* **Problem to work on**
After locating "g.lineWidth = width;" in the listing below, copy that line and each one after it exactly, ending with the line that has "if (halo) g.strokeText(text, 0, 0);".

==== Working data ====

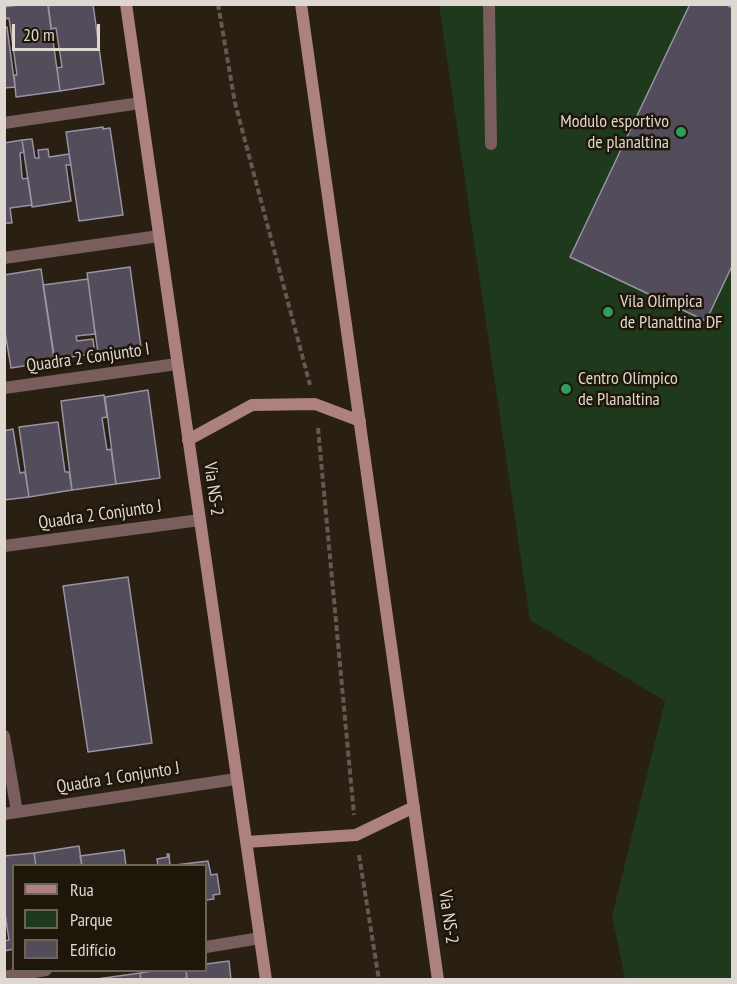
<!DOCTYPE html>
<meta charset="utf-8">
<style>
body{margin:0}
#map{position:relative;width:737px;height:984px;overflow:hidden;background:#291f13;font-family:"PT Sans Narrow",sans-serif}
canvas{display:block}
.frame{position:absolute;inset:0;border:6px solid #ded8d0;pointer-events:none}
.legend{position:absolute;left:12px;top:864px;width:195px;height:108px;box-sizing:border-box;background:#1f160a;border:2px solid #6b6459;margin:0;padding:8px 10px;list-style:none;font-size:18px;color:#ded8d0}
.legend li{display:flex;align-items:center;gap:12px;height:30px}
.legend b{width:30px;border:2px solid #6b6459}
.scale{position:absolute;left:12px;top:24px;width:88px;height:27px;box-sizing:border-box;border:3px solid #ded8d0;border-top:0;padding-left:8px;font-size:18px;line-height:21px;white-space:nowrap;color:#ded8d0;-webkit-text-stroke:4px #1f160a;paint-order:stroke}
</style>
<div id="map">
<canvas width="737" height="984"></canvas>
<div class="frame"></div>
<ul class="legend">
<li><b style="height:8px;background:#ac8180"></b>Rua</li>
<li><b style="height:16px;background:#1e391b"></b>Parque</li>
<li><b style="height:16px;background:#524c5b"></b>Edifício</li>
</ul>
<div class="scale">20 m</div>
</div>
<script>
const context = document.querySelector('canvas').getContext('2d');
context.lineJoin = 'round';
function fillPath(path, color) { context.fillStyle = color; context.fill(path, 'evenodd'); }
const poly = rows => new Path2D(rows.map(r => 'M' + r).join(''));
function trace(path, color, width, dash) { context.strokeStyle = color; context.lineWidth = width; context.lineCap = dash ? 'butt' : 'round'; context.setLineDash(dash || []); context.stroke(path); }
function label(font, color, halo, rows, align = 'center') {
  context.font = font + ' "PT Sans Narrow",sans-serif'; context.lineWidth = 5; context.setLineDash([]); context.textBaseline = 'middle'; context.strokeStyle = halo; context.fillStyle = color; for (const [text, x, y, turn = 0] of rows) {
    context.save(); context.translate(x, y); context.rotate((+turn || 0) * Math.PI / 180); context.textAlign = isNaN(turn) ? turn : align; if (halo) context.strokeText(text, 0, 0); context.fillText(text, 0, 0); context.restore();
  }
}
fillPath(poly([
 [439,5,732,5,732,979,625,979,612,916,665,701,530,620]
]), '#1e391b');
const building = poly([
 [26,4,48,4,60,91,16,97,14,75,17,75,9,18,6,19,4,7,26,4],
 [58,4,93,4,104,84,60,91,57,68,62,67,56,28,51,29,48,6,58,4],
 [690,4,725,4,732,8,732,266,706,321,570,257,690,4],
 [7,27,15,87,4,88,4,28,7,27],
 [103,127,103,129,110,128,123,215,79,221,66,132,103,127],
 [32,139,35,158,39,158,38,150,48,149,49,157,69,154,71,165,66,165,71,201,32,207,22,140,32,139],
 [22,140,24,152,20,153,22,177,23,179,28,178,32,205,10,208,12,223,4,223,4,143,22,140],
 [130,267,141,347,98,353,87,273,130,267],
 [41,269,55,361,11,368,4,326,4,275,41,269],
 [88,279,95,334,76,336,77,341,93,339,95,354,54,359,43,285,88,279],
 [148,390,160,478,116,484,105,397,148,390],
 [104,395,107,417,102,418,107,450,111,449,116,484,72,490,61,401,104,395],
 [58,422,65,472,69,472,72,490,29,497,19,427,58,422],
 [13,429,20,473,25,472,29,497,4,500,4,431,13,429],
 [128,577,152,743,88,752,63,586,128,577],
 [79,846,82,866,36,866,34,853,79,846],
 [124,850,126,866,82,866,80,856,124,850],
 [34,853,36,866,14,866,14,949,4,951,4,941,9,940,4,907,4,856,34,853],
 [167,854,169,854,170,866,158,866,157,859,168,857,167,854],
 [208,861,211,875,217,874,220,894,213,895,214,899,206,900,206,866,175,865,208,861],
 [229,961,231,980,187,980,186,970,206,970,206,964,229,961],
 [159,970,186,970,187,978,174,980,141,980,140,973,159,970],
 [140,973,141,980,97,979,140,973]
]);
fillPath(building, '#524c5b');
trace(building, '#9a93a5', 1.5);
trace(poly([
 [218,4,235,103,310,385],
 [318,428,354,815],
 [359,855,379,980]
]), '#635a4f', 4, [6, 3]);
trace(poly([
 [489,4,491,144],
 [4,123,140,103],
 [4,258,159,236],
 [4,388,177,364],
 [4,546,200,520],
 [4,736,17,812],
 [4,814,236,779],
 [206,947,260,938],
 [4,977,46,970]
]), '#7a5e5e', 12);
trace(poly([
 [126,4,266,980],
 [301,4,438,980],
 [188,440,252,405,315,404,360,421],
 [246,842,356,835,414,807]
]), '#ac8180', 12);
for (const [x, y, r, color] of [
 [681,132,6,"#2e9e5b"],
 [608,312,6,"#2e9e5b"],
 [566,389,6,"#2e9e5b"]
]) { const dot = new Path2D(); dot.arc(x, y, r, 0, 2 * Math.PI); context.fillStyle = color; context.fill(dot); trace(dot, '#1f160a', 2); }
label('18px', '#ded8d0', '#1f160a', [
 ["Modulo esportivo",669,122,"right"],
 ["de planaltina",669,143,"right"],
 ["Vila Olímpica",620,302],
 ["de Planaltina DF",620,323],
 ["Centro Olímpico",578,379],
 ["de Planaltina",578,400]
], 'left');
label('18px', '#ded8d0', '#1f160a', [
 ["Quadra 2 Conjunto I",88,358,-8],
 ["Via NS-2",213,489,82],
 ["Quadra 2 Conjunto J",100,515,-8],
 ["Quadra 1 Conjunto J",118,778,-9],
 ["Via NS-2",448,917,82]
]);
</script>
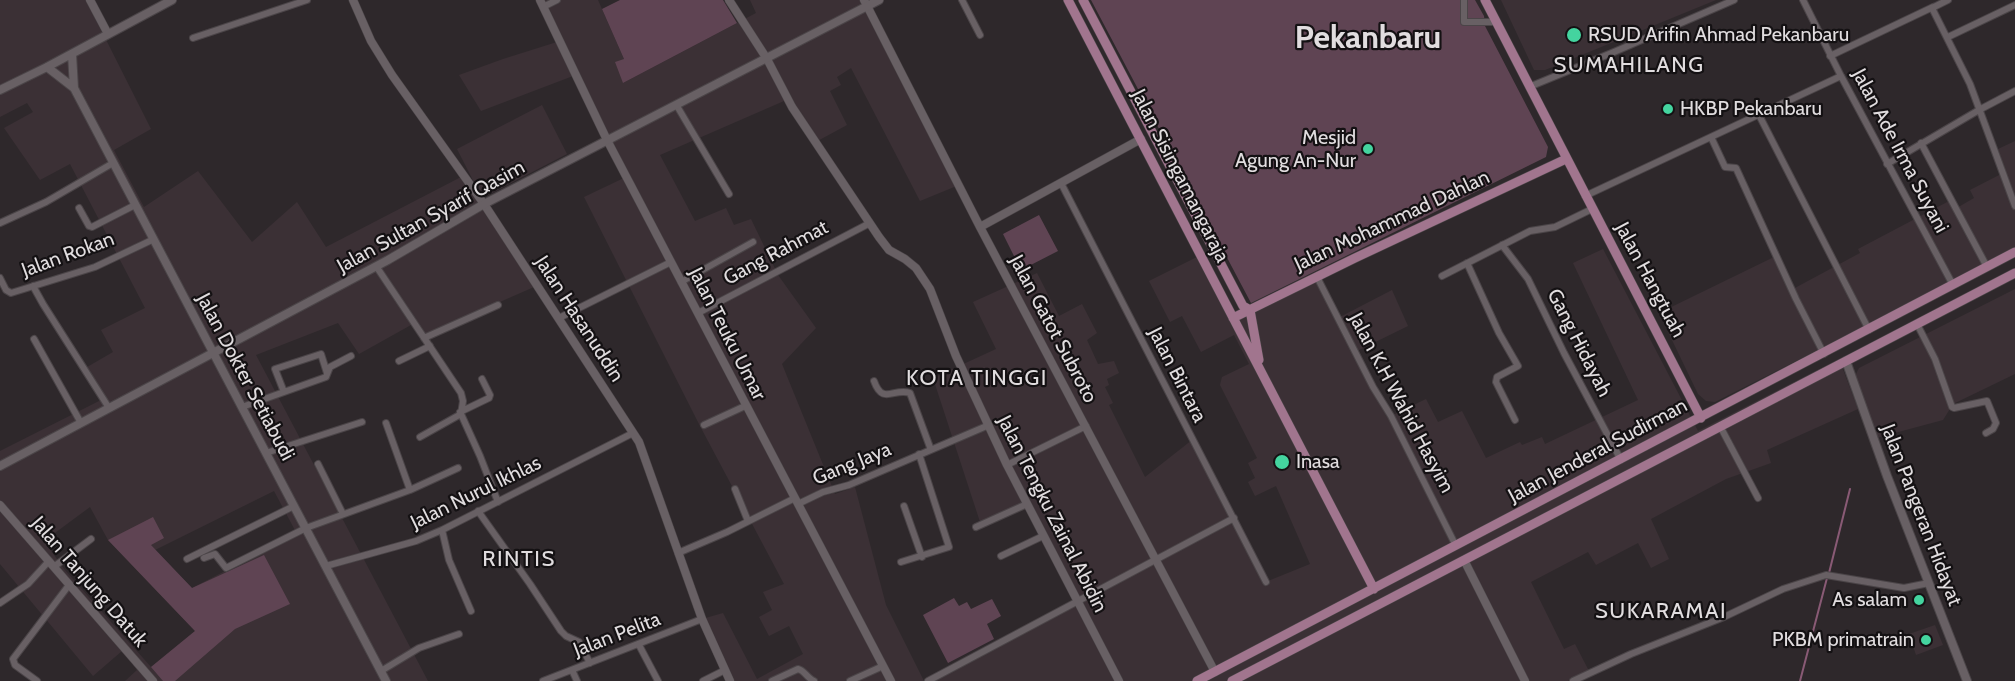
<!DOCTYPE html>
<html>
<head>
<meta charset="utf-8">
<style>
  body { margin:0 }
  canvas { display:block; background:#2e282b }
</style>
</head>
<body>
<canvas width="2015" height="681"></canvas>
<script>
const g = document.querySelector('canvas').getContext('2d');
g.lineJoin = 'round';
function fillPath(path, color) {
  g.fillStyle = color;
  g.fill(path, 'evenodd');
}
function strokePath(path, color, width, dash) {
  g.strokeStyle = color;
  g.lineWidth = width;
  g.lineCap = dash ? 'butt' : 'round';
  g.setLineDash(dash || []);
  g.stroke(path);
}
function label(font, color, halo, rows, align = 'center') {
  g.font = font + ' Cabin,sans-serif';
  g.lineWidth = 4.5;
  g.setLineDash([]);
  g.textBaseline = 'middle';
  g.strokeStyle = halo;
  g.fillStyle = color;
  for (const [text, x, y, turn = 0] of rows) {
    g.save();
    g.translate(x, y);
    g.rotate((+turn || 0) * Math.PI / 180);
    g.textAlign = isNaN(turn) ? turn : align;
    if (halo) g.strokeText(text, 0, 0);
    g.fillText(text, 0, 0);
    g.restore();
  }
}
const built = new Path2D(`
  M0 0H86L151 129 114 150 144 207 198 171 252 242 297 202 326 247 461 177 534 287 420 337 411 325 359 354 338 323 256 355 428 681H125L137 670 122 651 93 676 0 564V451L101 400 82 370 113 352 101 330 145 308 70 164 40 180 4 128 33 112 27 103 0 117ZM274 491 297 534 192 588 155 550ZM90 507 108 540 195 631 151 667 64 569 44 541Z
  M536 0H598L624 59 623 83 756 13 750 0H861L959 185 920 201 851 68 837 77 841 85 830 91 847 125 812 144 784 101 660 155 695 221 726 208 734 225 751 219 778 275 816 328 782 364 835 494 855 487 886 605 924 681H730L702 619 723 613 757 679 803 654 789 626 769 636 759 617 772 610 763 592 784 584 700 426 584 197 626 177 573 76 481 111 459 75 503 59 557 42Z
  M1501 0H1716L1545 70H1534Z
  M542 105 567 154 482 198 457 149Z
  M2015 141V254L1823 350 1793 289 1860 253 1858 249 1951 200 1955 209 1974 198 1970 190 2005 172 1998 149Z
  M1603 249 1698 431 1839 359 1858 409 1767 450 1771 463 1726 479 1651 519 1669 559 1651 568 1638 543 1596 565 1588 552 1531 582 1564 649 1575 644 1589 671 1568 681H928L1077 602 1027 505 981 525 933 378 996 349 973 302 1037 273 1059 316 1082 304 1097 333 1087 340 1098 364 1114 361 1119 373 1107 379 1109 385 1105 387 1113 403 1109 405 1145 477 1192 440 1268 581 1310 564 1276 486 1255 496 1248 482 1255 478 1248 463 1257 458 1220 385 1222 377 1249 364 1234 335 1201 352 1182 316 1170 322 1149 281 1201 255 1233 318 1319 275 1338 318 1392 290 1408 326 1355 352 1391 416 1426 399 1438 422 1462 411 1486 458 1520 442 1522 445 1542 437 1545 444 1638 400 1573 263Z
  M1774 257 1818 350 1715 402 1706 401 1698 394 1659 313Z
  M2015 289V374L1953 404 1943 420 1876 438 1855 376 1859 368Z
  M1935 625 1943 645 1916 655 1909 634Z`);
const green = new Path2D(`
  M620 0H723L737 23 623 83 615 62 624 59 602 9Z
  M1091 0H1475L1484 16 1485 26 1548 147 1546 157 1251 303Z
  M1039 215 1058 251 1021 270 1003 234Z
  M153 517 164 538 151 545 192 588 264 555 290 604 235 629 175 681H163L151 667 195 631 108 540Z
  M954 598 959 606 967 602 971 609 992 599 1001 616 987 624 994 639 948 663 923 615Z`);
const stream = new Path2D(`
  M1829 573 1850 489
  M1800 681 1827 578`);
const minor = new Path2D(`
  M962 0 980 35
  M1464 0V22H1496
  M1803 0 1841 76 1953 285
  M1948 0 1932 8 1970 84 2015 206
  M543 7 557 0
  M1948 37 2015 5
  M193 38 307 0
  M1830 56 1933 7
  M1529 87 1614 52 1734 0
  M677 106 729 194
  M1759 115 1869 330
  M1711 137 1725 167 1736 168 1796 299 1824 354
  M1921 143 1987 267
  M1887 164 1979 110 2015 91
  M1061 183 1266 582
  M1585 196 1841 76
  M79 208 89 226 92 227 135 205
  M0 223 46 202 113 163
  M1502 245 1528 279 1564 353 1621 460
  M1467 263 1499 333 1518 366 1497 377 1496 382 1515 420
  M376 266 461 393 463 401 461 414 480 456 498 502
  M1319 275V281L1373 387 1391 416 1456 546
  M1442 276 1530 231 1555 227 1592 209
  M0 278 6 290 11 293 95 267 154 239
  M681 282 753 242
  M33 286 43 304 109 408
  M698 313 870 223
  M559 318 671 262
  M1917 324 1935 359 1952 407 1954 408 1987 401 1996 423 1993 429 1986 433
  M424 338 498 305
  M34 339 81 423
  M399 361 430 346
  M874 381C883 406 894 387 910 393L931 450
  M284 392 275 369 321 354 327 373
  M242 407 326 377 330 367 351 356
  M460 412 489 398 490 395 482 379
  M386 423 410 490
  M704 425 745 406
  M1720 426 1758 498
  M420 437 461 414
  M266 453 362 422
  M318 464 343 514
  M1007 465 1086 426
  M735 489 748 521
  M798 504 823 492 849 485 989 425
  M904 506 922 557
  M478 511 530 584 561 631 566 636 579 642 590 663
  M976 527 1027 504
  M442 530 449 560 471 611
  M678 553 727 532 795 498
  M1001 556 1043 536
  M204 558 215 554 226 568 306 528 410 490 458 468
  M187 559 294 506
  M901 562 949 547 919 454
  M55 566 91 539
  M326 566 416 541 442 530 633 433
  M0 603 28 584 49 561
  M639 645 658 681
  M572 670 577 681
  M381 671 419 648 459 634
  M37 681 15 665 13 659 69 585
  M543 681 702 619
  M703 681 725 670
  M772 681 798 669C804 670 807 678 814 681
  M850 681 883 666
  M928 681 1234 518
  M1573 681 1631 654 1724 617 1783 589 1826 575 1904 588 1929 583`);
const tertiary = new Path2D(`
  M90 0 108 34
  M353 0 371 41 392 75 484 204 639 442 702 619 730 681
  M540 0 607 140 891 681
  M729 0 767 59 792 107 879 237 889 250 905 259 916 268 930 289 956 356 1007 465 1119 681
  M864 0 980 227 1215 672
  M980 227 1141 139
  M0 505 153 681
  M1464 560 1525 681`);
const secondary = new Path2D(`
  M72 54 74 88
  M47 67 74 88 386 681
  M0 90 47 67 172 0
  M1846 361 1887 476 1967 681
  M0 466 388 260 484 204 879 0`);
const primary = new Path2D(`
  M1068 0 1374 589
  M1083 0 1243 306 1250 310 1259 360
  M1485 0 1701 418
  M1233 318 1355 258 1566 159
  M1197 681 2015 252
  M1232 681 2015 273`);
const markers = [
  [1574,35,8,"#44d49f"],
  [1668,109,6,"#44d49f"],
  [1368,149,6,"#44d49f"],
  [1282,462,8,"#44d49f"],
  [1919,600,6,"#44d49f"],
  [1926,640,6,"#44d49f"]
];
const poiNames = [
  ["RSUD Arifin Ahmad Pekanbaru",1588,35],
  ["HKBP Pekanbaru",1680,109],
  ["Mesjid",1356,138,"right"],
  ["Agung An-Nur",1356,161,"right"],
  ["Inasa",1296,462],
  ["As salam",1907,600,"right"],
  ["PKBM primatrain",1914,640,"right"]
];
const streetNames = [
  ["Jalan Ade Irma Suyani",1900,151,62],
  ["Jalan Sisingamangaraja",1180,176,63],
  ["Jalan Sultan Syarif Qasim",431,217,-29],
  ["Jalan Mohammad Dahlan",1392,221,-25],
  ["Gang Rahmat",776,253,-28],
  ["Jalan Rokan",68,255,-20],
  ["Jalan Hangtuah",1650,280,62],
  ["Jalan Hasanuddin",579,319,57],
  ["Jalan Gatot Subroto",1053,329,62],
  ["Jalan Teuku Umar",727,334,63],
  ["Gang Hidayah",1579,343,63],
  ["Jalan Bintara",1177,375,63],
  ["Jalan Dokter Setiabudi",245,377,62],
  ["Jalan K.H Wahid Hasyim",1401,403,62],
  ["Jalan Jenderal Sudirman",1598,451,-28],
  ["Gang Jaya",852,464,-22],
  ["Jalan Nurul Ikhlas",476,493,-26],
  ["Jalan Tengku Zainal Abidin",1052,514,63],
  ["Jalan Pangeran Hidayat",1921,515,69],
  ["Jalan Tanjung Datuk",89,582,49],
  ["Jalan Pelita",617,635,-21]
];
const quarterNames = [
  ["SUMAHILANG",1629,66],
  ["KOTA TINGGI",977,379],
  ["RINTIS",519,560],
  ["SUKARAMAI",1661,612]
];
const townNames = [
  ["Pekanbaru",1368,39]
];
fillPath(built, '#3b3035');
fillPath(green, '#5f4453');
strokePath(stream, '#895a75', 2);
strokePath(minor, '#4b4548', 8);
strokePath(tertiary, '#4b4548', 9);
strokePath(secondary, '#4b4548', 10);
strokePath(primary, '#4b4548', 10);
strokePath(minor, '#686064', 6);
strokePath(tertiary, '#686064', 8);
strokePath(secondary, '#686064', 8);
strokePath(primary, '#a1758e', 9);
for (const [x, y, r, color] of markers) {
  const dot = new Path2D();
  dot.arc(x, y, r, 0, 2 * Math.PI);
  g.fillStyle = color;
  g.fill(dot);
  strokePath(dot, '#141113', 2);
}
label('20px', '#e1dddf', '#141113', poiNames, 'left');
label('20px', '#e1dddf', '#141113', streetNames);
g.letterSpacing = '1.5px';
label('22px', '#e1dddf', '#141113', quarterNames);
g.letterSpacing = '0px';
label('bold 32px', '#e1dddf', '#141113', townNames);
</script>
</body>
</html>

====

* **Task output**
  g.lineWidth = width;
  g.lineCap = dash ? 'butt' : 'round';
  g.setLineDash(dash || []);
  g.stroke(path);
}
function label(font, color, halo, rows, align = 'center') {
  g.font = font + ' Cabin,sans-serif';
  g.lineWidth = 4.5;
  g.setLineDash([]);
  g.textBaseline = 'middle';
  g.strokeStyle = halo;
  g.fillStyle = color;
  for (const [text, x, y, turn = 0] of rows) {
    g.save();
    g.translate(x, y);
    g.rotate((+turn || 0) * Math.PI / 180);
    g.textAlign = isNaN(turn) ? turn : align;
    if (halo) g.strokeText(text, 0, 0);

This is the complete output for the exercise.